The walking done in Nordic walking is aided by two poles used in synchronization with the walker's strides. 'The poles seem to be highly stimulative and have a lot to do with the popularity of this trendy sport,' noted Theodor Stemper, a sports scientist at the University of Wuppertal.
Petra Mommert-Jauch, managing director of the German Walking Institute, added: 'If the poles are used correctly and planted on the ground firmly, back and shoulder muscles are strengthened as well.'
The health benefits of walking are enhanced in Nordic walking due to the longer strides and use of the arms. 'You expend about 5 to 10 per cent more energy in Nordic walking than in ordinary walking or hiking at the same pace,' Stemper said. 'As a rule of thumb, you burn about a kilocalorie per kilogram of body weight in a kilometre of Nordic walking.'
Nordic walking is a comparatively simple fitness activity - hardly any accessories or knowledge of technique are required. The poles are the central element, and it is very important to select the right length. Poles that are too long prevent full extension of the arms, negatively affecting the shoulders.
'For beginners, the length should be two-thirds of the person's height, and seven-tenths for advanced practitioners,' Stemper said.
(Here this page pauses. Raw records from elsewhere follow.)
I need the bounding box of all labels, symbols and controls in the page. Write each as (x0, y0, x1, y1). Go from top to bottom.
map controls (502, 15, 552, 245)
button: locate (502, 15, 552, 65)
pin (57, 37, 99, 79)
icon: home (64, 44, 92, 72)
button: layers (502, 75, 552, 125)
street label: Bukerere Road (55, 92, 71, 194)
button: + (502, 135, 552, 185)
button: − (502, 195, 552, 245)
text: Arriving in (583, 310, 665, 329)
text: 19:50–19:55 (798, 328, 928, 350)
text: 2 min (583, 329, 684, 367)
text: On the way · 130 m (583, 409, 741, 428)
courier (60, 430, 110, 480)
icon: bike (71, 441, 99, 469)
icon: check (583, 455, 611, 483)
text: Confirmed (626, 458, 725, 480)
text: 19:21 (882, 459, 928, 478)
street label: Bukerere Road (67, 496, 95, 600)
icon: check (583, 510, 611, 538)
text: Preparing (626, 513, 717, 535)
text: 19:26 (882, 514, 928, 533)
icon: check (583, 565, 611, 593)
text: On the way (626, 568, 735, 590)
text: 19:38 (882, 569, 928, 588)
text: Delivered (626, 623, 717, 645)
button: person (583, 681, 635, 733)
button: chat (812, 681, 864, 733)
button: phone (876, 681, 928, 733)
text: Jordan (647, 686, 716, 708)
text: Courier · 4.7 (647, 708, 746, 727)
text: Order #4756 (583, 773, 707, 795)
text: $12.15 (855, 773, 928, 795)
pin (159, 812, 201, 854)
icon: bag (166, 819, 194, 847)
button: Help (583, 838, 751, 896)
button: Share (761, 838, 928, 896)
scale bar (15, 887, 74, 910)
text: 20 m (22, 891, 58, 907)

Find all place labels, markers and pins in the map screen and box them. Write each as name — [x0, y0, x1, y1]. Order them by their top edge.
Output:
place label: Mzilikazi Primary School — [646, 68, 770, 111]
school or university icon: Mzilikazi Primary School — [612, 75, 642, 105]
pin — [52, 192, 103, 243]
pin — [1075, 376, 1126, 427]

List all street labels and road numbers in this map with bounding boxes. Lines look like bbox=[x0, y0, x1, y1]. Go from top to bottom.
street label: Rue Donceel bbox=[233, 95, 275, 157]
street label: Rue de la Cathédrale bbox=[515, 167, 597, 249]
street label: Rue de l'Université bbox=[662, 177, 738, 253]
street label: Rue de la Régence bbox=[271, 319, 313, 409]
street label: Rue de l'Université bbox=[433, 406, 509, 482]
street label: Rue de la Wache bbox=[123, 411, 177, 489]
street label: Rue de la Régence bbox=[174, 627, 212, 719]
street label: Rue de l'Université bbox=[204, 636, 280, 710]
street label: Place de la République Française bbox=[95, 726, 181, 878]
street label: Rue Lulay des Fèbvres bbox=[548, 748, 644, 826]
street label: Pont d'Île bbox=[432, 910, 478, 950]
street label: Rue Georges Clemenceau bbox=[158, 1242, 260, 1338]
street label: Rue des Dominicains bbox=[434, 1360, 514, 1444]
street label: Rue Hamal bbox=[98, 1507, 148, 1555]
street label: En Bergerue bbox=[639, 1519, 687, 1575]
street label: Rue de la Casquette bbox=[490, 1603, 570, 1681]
Hardly any other equipment is required. 'Special walking shoes aren't necessary,' Wessinghage said. 'The footwear has to be appropriate for the wearer, the purpose and the terrain. Comfortable, flexible street shoes or normal running shoes are also suitable.'
The shoes should have good traction and be appropriate for the weather conditions. Shoes with waterproofed leather or a membrane lining are ideal for dampness or rain. Clothing should be comfortable.
Once you have got the basic equipment, you are ready to go. 'Since the movements in Nordic walking and ordinary walking are the same, you don't necessarily have to learn them in special courses,' Wessinghage said. And so long as you have no health problems, he added, you can by all means Nordic walk alone.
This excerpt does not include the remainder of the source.